La ira perforó la satisfacción de Basis. Pero en el rostro inflamado de sangre no asomó más que una sonrisa triunfal.

—El arzobispo se enterará de esto y os arrepentiréis más que de cualquier otra cosa.

—Por supuesto que se enterará —dijo El Enjuto —; cuando te colguemos de la plaza del halcón se enterará. Sacadlo ya de aquí.

Dio un par de palmas y los guardias lo arrastraron por las hileras de columnas hasta una puerta que se abría a la izquierda.
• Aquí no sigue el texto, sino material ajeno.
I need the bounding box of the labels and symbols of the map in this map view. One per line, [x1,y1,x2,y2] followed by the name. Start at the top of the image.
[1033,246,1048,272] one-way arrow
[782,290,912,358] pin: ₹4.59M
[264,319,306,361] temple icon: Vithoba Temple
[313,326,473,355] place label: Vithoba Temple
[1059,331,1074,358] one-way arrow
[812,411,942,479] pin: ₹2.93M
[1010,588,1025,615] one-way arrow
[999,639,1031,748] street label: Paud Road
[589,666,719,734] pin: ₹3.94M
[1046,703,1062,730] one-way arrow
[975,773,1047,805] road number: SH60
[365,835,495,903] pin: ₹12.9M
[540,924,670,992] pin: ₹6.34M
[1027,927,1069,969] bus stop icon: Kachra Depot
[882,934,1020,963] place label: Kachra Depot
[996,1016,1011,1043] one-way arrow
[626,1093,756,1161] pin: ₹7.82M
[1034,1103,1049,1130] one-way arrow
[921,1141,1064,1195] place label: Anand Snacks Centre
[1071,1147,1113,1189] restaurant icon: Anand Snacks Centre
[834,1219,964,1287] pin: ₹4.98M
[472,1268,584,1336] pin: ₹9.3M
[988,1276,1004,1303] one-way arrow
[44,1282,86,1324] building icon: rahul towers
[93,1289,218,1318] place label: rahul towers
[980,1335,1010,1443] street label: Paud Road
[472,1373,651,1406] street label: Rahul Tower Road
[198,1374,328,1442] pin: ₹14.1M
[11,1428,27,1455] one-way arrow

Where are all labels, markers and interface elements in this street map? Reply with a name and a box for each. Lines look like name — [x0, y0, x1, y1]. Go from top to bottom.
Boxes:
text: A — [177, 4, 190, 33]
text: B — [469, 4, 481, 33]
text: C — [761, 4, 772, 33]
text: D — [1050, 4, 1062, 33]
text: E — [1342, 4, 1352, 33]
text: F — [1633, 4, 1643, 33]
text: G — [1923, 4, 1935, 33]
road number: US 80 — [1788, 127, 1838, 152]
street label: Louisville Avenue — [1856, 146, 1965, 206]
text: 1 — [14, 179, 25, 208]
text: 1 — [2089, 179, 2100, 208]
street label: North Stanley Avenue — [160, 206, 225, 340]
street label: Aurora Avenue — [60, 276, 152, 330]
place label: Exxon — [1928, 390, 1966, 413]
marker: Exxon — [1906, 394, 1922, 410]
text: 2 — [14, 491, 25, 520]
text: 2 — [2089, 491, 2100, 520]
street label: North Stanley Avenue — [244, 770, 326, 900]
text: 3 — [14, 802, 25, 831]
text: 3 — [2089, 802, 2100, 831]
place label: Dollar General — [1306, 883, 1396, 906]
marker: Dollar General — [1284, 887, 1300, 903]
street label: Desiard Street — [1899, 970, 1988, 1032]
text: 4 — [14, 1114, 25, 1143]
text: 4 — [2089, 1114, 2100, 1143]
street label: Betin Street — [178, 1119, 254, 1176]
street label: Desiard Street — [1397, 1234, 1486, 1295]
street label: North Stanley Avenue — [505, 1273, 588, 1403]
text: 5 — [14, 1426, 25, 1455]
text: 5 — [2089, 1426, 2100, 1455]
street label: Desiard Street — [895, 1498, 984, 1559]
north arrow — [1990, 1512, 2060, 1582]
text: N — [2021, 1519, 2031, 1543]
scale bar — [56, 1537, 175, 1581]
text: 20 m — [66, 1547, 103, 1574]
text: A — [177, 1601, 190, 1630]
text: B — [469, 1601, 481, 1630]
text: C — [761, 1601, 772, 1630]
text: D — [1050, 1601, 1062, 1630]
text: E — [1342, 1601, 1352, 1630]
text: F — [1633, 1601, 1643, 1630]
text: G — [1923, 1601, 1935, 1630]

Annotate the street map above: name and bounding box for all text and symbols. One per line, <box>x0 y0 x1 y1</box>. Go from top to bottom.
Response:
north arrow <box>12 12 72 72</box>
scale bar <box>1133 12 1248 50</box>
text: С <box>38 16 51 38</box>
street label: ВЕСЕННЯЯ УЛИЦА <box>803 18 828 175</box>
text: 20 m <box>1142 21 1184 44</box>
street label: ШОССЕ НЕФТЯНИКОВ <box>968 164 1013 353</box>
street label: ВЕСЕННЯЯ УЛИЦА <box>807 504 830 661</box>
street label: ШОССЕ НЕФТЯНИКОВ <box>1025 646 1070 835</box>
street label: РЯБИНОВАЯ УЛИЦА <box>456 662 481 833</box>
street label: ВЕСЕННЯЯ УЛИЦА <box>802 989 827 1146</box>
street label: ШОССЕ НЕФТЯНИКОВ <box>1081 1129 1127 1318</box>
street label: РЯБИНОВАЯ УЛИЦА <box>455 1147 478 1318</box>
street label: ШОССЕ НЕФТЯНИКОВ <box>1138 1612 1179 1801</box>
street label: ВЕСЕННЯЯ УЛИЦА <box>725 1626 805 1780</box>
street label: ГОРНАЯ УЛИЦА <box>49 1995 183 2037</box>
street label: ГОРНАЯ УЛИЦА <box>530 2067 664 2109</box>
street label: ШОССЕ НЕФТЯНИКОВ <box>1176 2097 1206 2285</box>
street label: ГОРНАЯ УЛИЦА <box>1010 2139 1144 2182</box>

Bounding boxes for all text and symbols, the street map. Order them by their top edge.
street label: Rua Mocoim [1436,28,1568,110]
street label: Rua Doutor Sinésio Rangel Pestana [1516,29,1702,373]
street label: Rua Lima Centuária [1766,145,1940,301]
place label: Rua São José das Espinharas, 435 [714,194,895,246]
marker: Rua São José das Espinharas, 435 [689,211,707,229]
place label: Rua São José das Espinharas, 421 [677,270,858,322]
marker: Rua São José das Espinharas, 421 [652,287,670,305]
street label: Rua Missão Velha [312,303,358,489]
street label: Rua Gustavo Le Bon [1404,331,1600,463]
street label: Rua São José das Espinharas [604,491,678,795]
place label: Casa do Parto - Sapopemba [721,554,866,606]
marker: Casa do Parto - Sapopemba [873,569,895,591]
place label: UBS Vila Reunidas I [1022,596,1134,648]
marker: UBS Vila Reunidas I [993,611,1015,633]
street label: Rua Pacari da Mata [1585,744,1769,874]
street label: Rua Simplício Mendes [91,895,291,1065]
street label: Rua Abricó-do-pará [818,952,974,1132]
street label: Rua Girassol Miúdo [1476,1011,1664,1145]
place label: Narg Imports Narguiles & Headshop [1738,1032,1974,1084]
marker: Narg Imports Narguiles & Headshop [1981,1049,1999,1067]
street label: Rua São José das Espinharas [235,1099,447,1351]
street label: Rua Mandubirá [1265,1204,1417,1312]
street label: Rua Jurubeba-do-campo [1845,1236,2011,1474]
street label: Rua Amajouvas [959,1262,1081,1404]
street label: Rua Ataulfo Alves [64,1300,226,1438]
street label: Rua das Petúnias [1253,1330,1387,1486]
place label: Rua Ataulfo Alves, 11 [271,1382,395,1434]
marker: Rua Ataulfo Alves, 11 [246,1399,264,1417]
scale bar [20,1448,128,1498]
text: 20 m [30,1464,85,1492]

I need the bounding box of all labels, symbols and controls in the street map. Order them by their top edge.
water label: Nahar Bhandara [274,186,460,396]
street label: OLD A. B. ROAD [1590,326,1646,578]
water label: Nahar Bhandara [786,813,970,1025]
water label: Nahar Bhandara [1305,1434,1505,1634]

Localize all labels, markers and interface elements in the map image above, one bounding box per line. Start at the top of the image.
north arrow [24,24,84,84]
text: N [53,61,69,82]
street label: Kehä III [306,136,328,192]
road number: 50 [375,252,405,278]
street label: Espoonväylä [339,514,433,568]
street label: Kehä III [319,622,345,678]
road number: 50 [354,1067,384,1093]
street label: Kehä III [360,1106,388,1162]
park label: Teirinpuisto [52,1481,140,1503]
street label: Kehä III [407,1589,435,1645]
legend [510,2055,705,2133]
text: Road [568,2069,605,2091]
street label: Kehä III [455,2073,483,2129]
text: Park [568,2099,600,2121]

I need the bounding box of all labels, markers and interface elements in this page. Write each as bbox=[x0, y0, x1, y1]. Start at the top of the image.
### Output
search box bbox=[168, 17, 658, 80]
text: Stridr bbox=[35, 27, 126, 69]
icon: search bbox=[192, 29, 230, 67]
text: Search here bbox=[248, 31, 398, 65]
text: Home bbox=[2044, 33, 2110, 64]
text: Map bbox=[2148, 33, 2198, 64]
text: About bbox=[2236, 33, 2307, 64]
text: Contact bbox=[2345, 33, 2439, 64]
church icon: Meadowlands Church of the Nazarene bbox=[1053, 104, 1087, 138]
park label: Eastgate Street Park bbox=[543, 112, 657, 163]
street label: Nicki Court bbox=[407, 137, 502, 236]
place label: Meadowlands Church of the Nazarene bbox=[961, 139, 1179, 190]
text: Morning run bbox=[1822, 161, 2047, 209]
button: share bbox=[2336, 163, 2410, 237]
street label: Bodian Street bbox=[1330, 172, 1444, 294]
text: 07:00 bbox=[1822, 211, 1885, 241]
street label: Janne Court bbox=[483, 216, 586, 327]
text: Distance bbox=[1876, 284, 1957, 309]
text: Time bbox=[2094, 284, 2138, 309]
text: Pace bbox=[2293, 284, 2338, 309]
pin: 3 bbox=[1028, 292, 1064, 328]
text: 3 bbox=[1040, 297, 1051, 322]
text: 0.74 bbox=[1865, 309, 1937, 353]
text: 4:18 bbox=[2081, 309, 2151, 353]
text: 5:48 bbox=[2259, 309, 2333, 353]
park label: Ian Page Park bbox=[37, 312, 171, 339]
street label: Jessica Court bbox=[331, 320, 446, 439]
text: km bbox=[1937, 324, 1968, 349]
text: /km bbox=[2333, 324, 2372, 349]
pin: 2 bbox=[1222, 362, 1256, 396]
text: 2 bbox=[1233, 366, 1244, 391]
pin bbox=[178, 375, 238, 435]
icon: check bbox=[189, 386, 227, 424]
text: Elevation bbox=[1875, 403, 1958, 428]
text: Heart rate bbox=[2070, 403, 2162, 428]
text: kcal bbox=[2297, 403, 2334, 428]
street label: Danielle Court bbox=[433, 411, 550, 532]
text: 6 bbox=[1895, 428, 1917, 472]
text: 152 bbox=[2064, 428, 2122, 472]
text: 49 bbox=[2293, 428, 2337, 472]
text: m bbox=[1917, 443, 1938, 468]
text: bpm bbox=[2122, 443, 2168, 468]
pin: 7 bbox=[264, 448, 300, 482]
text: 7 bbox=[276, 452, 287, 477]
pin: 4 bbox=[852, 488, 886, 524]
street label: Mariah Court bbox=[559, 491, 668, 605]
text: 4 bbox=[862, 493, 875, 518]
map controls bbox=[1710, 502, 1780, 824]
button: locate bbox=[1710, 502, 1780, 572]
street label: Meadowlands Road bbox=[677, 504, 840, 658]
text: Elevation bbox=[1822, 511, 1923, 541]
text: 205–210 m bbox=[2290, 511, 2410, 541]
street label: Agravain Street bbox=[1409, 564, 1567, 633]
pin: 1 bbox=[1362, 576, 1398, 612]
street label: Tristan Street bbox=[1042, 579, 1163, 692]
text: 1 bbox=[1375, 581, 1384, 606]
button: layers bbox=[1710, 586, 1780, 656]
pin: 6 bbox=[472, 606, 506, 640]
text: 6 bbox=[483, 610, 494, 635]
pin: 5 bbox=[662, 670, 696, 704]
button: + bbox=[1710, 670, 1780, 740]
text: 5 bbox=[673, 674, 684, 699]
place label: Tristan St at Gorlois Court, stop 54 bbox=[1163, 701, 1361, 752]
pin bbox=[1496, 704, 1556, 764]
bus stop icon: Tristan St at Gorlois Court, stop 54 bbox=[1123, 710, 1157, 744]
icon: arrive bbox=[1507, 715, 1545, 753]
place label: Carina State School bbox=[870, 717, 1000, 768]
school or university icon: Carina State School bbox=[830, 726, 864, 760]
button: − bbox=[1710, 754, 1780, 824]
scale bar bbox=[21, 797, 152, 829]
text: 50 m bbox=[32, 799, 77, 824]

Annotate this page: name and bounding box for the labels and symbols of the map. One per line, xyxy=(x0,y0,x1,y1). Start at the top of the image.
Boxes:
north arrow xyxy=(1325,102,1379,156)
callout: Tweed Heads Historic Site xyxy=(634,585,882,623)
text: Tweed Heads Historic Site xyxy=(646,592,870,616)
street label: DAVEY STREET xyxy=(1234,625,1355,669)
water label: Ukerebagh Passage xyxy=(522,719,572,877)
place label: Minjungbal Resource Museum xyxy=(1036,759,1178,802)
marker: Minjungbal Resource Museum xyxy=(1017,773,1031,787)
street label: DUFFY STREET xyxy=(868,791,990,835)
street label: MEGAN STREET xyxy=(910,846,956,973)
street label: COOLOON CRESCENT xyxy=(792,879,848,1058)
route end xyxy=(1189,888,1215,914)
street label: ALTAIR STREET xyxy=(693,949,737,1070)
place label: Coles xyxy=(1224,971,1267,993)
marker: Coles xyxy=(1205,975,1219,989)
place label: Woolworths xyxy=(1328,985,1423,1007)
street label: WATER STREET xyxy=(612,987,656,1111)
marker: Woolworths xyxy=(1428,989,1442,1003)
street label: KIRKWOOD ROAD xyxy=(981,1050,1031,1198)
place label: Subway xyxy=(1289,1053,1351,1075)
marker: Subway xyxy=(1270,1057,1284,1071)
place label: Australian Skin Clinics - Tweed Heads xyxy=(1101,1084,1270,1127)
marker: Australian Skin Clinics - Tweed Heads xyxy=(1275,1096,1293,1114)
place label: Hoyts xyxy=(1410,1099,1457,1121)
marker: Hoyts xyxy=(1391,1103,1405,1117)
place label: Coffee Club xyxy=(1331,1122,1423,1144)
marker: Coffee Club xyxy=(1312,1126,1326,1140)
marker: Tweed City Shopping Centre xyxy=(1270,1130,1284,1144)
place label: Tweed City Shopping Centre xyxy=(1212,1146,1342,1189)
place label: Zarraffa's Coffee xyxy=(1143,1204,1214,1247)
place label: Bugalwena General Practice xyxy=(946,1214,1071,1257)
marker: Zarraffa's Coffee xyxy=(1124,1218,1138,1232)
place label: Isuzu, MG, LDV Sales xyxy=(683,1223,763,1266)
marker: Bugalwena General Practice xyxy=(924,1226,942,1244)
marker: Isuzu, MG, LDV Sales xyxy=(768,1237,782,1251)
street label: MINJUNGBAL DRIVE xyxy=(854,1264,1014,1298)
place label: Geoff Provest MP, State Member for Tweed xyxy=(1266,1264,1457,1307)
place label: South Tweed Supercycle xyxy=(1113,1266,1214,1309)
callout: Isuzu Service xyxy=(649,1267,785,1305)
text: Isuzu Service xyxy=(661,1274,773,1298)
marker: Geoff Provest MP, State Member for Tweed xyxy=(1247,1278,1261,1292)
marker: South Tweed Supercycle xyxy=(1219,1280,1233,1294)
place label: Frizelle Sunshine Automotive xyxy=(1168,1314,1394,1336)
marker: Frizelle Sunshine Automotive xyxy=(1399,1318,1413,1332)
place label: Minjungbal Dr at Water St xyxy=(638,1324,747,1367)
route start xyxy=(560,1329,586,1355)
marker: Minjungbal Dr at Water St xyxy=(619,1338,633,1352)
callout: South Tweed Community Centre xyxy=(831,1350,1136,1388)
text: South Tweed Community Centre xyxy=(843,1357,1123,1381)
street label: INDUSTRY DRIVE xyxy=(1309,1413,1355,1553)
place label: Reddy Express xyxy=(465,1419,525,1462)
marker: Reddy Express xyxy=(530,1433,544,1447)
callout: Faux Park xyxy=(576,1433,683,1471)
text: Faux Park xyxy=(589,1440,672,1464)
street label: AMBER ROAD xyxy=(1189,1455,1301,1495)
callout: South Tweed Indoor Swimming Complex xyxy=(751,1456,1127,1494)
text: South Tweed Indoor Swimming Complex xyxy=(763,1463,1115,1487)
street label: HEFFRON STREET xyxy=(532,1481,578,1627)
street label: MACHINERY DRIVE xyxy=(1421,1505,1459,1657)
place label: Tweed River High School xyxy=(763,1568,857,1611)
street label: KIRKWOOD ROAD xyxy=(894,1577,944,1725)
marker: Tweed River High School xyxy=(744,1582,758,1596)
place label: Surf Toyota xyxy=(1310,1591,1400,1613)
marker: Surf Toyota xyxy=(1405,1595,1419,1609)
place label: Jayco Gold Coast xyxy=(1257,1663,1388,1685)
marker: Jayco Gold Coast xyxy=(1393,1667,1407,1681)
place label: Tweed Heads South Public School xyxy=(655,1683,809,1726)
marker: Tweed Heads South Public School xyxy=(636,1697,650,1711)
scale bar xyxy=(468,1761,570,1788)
El Enjuto tardó varios segundos en reaccionar y ayudar a Sola. La reina lloraba, pero en el medio de estas lágrimas, comprobó El Enjuto, había algo más que simple pena.

—¿Por qué? ¿Por qué habría el arzobispo de hacerme esto?

El Enjuto no contestó de inmediato. No era ningún secreto para él que lady Agria y el arzobispo se llevaban excelentemente bien. Si acaso el arzobispo estaba presionando a Sola para dejar la corona y así favorecer los intereses de los Darne...

Cerró los ojos y levantó a la reina, que descansó la cabeza sobre sus hombros sumidos por la vejez. Se dio cuenta de que lady Agria lo tenía en jaque mate, a él y a todo el reino, y también quiso llorar.

Pero no lo hizo.

—Me encargaré de arreglar las relaciones con la Iglesia. No podemos flaquear ahora, Sola. No hasta que encontremos al niño.

—Sí... —murmuró Sola, lasangre y las lágrimas confundiéndose en sus manos —. Por mi nieto.